§ RECORDS PROVIDED:

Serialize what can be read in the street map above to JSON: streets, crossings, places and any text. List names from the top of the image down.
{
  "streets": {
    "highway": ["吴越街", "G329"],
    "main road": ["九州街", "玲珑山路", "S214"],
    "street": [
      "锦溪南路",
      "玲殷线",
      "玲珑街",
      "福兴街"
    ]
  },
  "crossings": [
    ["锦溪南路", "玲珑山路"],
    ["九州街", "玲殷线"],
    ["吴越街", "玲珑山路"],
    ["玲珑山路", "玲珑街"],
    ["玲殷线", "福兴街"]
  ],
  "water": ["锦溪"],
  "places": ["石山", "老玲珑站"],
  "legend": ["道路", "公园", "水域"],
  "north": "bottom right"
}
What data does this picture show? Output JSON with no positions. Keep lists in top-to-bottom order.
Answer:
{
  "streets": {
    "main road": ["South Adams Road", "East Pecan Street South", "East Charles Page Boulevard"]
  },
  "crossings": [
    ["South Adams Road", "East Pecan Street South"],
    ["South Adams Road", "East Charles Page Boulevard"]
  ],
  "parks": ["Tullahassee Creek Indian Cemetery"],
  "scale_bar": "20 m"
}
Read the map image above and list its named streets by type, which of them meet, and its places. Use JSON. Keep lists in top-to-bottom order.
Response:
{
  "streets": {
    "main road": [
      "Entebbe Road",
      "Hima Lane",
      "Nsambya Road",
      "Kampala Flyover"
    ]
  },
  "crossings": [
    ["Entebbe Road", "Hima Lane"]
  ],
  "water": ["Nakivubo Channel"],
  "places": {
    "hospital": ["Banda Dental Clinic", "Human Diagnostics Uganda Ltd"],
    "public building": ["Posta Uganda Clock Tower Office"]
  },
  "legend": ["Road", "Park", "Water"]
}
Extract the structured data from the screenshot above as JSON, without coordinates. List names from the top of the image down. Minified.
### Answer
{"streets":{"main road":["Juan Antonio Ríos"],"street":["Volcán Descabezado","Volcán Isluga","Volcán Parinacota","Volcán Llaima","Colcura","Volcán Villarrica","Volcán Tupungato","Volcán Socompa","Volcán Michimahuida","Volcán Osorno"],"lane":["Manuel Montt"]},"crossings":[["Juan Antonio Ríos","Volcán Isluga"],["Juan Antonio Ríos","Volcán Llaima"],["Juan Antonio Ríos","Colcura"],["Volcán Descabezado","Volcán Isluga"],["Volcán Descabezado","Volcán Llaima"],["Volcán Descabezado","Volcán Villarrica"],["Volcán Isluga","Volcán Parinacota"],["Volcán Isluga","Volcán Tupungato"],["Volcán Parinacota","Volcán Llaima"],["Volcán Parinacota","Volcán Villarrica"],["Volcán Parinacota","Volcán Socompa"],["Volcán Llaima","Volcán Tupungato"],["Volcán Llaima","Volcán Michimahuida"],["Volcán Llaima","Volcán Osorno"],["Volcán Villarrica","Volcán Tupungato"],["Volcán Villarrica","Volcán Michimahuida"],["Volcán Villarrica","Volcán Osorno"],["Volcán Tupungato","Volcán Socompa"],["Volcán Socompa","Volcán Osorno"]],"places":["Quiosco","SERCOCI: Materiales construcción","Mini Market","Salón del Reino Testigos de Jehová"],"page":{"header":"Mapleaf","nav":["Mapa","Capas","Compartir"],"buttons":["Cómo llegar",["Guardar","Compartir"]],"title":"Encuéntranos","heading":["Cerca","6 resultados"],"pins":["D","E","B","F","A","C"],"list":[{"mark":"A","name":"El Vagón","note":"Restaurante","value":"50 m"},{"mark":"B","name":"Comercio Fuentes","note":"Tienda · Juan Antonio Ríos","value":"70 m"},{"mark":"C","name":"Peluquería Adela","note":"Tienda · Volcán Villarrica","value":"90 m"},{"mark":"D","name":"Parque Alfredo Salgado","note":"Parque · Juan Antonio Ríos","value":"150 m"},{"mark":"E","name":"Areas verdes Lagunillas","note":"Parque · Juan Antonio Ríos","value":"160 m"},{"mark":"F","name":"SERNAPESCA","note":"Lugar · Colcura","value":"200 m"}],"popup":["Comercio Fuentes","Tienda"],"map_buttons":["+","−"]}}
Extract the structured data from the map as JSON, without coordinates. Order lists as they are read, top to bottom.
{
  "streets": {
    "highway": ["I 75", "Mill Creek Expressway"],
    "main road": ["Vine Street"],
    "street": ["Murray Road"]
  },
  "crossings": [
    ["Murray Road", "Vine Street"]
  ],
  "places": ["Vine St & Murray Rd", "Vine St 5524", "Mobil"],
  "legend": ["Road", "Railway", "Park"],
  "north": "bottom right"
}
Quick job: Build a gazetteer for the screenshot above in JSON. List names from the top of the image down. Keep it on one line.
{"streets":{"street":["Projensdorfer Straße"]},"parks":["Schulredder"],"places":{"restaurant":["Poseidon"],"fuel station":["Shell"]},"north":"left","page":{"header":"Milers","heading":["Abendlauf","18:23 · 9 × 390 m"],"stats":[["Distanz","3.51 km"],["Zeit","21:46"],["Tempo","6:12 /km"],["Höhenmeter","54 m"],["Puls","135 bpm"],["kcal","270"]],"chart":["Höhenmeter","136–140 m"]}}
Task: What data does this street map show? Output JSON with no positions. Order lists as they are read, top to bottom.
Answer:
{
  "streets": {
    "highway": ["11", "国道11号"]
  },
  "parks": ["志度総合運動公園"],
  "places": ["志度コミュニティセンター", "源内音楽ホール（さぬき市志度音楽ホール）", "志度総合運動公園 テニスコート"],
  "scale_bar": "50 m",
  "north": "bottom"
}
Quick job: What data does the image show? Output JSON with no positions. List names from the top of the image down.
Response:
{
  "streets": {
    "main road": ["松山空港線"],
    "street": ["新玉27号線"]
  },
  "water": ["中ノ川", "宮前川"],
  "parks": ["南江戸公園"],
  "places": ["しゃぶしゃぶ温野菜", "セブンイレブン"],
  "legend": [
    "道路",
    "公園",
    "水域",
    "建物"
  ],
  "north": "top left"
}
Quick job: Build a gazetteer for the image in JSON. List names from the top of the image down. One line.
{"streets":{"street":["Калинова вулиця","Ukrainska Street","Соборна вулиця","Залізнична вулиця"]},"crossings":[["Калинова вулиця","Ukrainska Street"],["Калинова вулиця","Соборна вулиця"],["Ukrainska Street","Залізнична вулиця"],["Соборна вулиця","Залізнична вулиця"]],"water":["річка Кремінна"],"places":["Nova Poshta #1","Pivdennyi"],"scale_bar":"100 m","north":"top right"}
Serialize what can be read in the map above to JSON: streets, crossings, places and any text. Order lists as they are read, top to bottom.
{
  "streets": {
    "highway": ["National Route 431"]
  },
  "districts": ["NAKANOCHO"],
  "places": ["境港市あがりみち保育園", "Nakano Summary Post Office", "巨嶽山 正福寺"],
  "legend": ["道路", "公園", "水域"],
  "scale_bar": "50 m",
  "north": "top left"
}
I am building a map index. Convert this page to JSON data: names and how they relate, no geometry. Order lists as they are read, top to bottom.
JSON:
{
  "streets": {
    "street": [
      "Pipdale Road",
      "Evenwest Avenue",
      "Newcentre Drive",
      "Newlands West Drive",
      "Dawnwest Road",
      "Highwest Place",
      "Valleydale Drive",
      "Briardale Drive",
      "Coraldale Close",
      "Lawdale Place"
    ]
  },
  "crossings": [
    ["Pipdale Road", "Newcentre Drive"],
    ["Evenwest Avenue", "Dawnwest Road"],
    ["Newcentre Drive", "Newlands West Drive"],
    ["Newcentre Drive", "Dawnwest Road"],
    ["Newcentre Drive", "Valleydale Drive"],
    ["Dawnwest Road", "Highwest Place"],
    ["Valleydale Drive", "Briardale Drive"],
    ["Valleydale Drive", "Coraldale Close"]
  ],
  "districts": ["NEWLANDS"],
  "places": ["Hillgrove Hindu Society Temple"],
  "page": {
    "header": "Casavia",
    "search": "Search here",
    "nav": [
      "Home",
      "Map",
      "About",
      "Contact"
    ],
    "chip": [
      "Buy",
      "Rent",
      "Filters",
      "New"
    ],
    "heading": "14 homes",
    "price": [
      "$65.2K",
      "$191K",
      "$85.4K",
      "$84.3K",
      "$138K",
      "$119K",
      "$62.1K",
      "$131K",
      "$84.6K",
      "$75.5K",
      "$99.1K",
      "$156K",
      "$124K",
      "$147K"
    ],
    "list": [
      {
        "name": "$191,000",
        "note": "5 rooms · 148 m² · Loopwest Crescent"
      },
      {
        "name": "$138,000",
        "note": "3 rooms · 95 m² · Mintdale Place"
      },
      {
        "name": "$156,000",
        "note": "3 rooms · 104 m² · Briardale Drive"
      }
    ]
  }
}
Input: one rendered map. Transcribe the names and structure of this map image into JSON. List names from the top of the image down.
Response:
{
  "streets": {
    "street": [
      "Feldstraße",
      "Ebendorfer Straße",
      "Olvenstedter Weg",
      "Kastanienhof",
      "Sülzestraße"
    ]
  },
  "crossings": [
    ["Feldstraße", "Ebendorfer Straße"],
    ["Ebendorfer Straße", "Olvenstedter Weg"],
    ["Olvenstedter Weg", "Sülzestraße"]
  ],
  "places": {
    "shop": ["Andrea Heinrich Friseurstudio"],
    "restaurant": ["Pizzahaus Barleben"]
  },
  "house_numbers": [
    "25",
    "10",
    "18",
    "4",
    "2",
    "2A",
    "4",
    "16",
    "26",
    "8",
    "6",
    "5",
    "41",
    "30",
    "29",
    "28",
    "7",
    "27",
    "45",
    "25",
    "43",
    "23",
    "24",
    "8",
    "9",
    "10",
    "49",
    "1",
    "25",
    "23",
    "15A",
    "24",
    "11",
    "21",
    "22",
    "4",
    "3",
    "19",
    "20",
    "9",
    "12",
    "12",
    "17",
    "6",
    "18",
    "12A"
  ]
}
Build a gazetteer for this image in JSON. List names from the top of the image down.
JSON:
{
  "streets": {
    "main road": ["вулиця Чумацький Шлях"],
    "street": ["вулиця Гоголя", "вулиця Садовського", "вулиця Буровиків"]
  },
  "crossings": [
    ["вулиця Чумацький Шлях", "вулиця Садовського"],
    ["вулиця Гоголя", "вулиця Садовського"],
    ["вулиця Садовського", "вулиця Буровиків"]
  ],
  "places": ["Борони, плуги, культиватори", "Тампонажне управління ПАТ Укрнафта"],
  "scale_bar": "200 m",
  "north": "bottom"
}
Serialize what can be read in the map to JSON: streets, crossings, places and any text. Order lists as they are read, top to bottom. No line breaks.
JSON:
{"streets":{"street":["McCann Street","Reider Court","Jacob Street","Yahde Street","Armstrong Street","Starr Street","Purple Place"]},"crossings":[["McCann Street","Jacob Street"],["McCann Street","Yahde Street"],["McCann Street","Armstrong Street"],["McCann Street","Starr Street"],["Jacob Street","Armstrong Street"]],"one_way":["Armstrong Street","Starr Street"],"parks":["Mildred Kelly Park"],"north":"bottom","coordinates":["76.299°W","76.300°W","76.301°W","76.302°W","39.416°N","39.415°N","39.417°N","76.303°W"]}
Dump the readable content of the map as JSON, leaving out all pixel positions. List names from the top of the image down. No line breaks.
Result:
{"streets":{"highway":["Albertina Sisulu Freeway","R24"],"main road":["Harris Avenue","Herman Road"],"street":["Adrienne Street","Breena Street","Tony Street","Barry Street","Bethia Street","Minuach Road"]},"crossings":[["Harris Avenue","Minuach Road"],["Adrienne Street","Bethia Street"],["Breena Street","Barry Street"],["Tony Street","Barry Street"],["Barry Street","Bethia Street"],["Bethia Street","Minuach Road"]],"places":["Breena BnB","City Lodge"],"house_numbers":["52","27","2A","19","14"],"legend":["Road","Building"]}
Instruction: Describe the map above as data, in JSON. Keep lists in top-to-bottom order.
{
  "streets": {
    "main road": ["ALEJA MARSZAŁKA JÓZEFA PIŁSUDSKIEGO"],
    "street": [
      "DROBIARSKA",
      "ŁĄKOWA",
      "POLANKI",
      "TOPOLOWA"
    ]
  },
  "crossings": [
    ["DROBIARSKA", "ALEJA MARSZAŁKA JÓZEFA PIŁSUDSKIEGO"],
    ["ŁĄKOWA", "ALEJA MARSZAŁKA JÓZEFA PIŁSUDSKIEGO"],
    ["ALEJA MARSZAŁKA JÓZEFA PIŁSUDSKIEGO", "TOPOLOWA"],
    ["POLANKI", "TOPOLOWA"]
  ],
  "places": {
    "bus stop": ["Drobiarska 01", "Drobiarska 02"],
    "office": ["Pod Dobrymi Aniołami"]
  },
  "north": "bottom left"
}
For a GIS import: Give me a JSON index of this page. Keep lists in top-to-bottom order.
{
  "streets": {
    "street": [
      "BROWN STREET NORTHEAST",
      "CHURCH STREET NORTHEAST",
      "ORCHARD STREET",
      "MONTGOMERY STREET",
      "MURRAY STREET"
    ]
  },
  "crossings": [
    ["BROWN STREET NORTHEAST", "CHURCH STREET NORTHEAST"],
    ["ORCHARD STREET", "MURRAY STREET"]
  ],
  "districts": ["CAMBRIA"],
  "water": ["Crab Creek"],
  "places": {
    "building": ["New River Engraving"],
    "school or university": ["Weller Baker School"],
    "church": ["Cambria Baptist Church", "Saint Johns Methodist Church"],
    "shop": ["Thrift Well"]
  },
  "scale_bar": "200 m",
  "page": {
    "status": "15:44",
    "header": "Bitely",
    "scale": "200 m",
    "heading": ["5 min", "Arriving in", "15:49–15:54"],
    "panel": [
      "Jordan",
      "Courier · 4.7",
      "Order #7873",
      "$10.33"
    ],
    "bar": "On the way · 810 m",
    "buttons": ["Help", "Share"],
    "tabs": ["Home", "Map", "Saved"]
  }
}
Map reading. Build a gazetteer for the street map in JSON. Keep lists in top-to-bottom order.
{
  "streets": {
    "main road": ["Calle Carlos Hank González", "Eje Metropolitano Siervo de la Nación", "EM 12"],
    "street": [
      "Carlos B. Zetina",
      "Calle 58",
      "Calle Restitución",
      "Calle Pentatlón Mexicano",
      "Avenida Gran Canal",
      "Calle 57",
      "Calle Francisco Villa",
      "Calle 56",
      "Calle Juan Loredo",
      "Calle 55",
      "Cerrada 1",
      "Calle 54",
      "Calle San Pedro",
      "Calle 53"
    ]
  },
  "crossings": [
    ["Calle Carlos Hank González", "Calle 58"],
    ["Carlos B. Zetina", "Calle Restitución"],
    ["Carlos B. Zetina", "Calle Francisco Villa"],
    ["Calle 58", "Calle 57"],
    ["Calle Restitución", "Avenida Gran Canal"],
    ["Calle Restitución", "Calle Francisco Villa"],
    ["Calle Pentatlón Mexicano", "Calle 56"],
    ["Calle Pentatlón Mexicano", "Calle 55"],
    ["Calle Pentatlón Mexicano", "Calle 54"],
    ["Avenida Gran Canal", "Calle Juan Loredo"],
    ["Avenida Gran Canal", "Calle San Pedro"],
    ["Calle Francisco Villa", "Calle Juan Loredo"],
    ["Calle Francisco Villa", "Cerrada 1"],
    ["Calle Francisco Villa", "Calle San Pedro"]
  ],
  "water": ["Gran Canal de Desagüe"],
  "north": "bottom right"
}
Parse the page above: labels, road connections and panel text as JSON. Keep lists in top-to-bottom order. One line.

§ TASK GOAL: A single figure is expected: the count of lines in the data above that include the word "breaks".

§ ANSWER: 2